• Exercise directions: The line containing "Quick job: Serialize" marks the end; copy exactly all lines from the start of the material up to and including it.

• Exercise material:
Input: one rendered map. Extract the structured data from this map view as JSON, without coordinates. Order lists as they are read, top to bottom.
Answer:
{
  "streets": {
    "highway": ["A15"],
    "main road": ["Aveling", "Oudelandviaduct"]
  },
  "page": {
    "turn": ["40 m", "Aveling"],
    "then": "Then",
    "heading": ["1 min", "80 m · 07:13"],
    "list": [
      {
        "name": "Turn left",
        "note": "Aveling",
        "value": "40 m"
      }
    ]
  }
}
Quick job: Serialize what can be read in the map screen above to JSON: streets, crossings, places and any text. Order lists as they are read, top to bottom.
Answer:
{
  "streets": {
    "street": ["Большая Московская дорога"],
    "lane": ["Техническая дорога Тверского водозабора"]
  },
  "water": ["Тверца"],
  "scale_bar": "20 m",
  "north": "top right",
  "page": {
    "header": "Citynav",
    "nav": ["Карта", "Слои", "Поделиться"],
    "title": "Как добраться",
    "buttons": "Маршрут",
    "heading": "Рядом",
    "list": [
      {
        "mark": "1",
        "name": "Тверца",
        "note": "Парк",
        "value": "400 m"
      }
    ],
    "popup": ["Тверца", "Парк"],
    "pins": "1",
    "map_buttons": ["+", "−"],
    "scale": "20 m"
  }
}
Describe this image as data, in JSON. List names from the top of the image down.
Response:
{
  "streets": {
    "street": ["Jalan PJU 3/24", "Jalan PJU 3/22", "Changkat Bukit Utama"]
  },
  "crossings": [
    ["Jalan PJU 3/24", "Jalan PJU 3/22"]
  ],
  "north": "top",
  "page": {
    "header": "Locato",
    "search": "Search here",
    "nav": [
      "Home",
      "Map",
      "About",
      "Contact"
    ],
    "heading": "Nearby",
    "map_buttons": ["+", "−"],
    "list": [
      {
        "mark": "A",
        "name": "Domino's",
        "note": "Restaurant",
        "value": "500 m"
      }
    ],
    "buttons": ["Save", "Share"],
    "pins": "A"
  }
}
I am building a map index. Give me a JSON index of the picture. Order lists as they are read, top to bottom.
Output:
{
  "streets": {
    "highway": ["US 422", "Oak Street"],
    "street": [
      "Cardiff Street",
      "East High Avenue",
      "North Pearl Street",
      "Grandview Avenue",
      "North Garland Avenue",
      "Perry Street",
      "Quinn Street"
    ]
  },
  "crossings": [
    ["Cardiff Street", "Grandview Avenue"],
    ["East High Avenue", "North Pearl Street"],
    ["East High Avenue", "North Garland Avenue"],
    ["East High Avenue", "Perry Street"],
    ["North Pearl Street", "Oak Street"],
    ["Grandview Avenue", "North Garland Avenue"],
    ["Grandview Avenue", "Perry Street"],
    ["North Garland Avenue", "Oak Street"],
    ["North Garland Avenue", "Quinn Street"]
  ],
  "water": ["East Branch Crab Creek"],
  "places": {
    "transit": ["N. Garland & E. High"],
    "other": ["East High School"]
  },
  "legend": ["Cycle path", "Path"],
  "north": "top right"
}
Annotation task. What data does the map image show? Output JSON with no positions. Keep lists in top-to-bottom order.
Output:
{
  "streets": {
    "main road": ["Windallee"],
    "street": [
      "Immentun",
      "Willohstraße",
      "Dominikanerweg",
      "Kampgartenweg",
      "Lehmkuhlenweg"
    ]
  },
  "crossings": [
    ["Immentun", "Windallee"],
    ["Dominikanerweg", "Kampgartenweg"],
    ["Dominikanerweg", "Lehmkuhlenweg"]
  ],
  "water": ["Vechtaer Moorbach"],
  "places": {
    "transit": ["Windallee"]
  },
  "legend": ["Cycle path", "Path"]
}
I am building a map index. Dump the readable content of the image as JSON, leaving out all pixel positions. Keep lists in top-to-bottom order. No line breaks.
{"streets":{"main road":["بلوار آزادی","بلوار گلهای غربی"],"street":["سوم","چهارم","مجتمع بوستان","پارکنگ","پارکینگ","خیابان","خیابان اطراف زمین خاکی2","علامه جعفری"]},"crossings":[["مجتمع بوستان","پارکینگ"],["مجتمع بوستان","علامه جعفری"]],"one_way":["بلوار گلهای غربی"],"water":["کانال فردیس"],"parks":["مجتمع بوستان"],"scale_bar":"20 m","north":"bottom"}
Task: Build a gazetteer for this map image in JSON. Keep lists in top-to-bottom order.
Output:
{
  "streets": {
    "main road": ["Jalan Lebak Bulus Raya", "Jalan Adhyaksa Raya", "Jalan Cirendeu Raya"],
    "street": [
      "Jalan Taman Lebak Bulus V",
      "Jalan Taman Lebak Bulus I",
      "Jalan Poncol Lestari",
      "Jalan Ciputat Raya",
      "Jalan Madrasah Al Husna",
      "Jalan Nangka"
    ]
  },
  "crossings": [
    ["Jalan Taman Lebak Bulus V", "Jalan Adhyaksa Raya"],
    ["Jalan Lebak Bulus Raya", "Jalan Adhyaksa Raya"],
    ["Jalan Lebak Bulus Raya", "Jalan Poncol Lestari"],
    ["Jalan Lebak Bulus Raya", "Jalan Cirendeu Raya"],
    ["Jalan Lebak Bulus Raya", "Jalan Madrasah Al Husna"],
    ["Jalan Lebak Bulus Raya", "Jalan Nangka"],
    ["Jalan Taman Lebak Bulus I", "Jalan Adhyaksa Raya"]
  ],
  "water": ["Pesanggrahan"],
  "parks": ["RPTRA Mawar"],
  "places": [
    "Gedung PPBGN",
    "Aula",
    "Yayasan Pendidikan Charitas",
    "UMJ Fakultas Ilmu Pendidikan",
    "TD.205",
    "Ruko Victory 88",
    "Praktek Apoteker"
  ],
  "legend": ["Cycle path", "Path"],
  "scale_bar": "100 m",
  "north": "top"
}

• Answer for this exercise:
Input: one rendered map. Extract the structured data from this map view as JSON, without coordinates. Order lists as they are read, top to bottom.
Answer:
{
  "streets": {
    "highway": ["A15"],
    "main road": ["Aveling", "Oudelandviaduct"]
  },
  "page": {
    "turn": ["40 m", "Aveling"],
    "then": "Then",
    "heading": ["1 min", "80 m · 07:13"],
    "list": [
      {
        "name": "Turn left",
        "note": "Aveling",
        "value": "40 m"
      }
    ]
  }
}
Quick job: Serialize what can be read in the map screen above to JSON: streets, crossings, places and any text. Order lists as they are read, top to bottom.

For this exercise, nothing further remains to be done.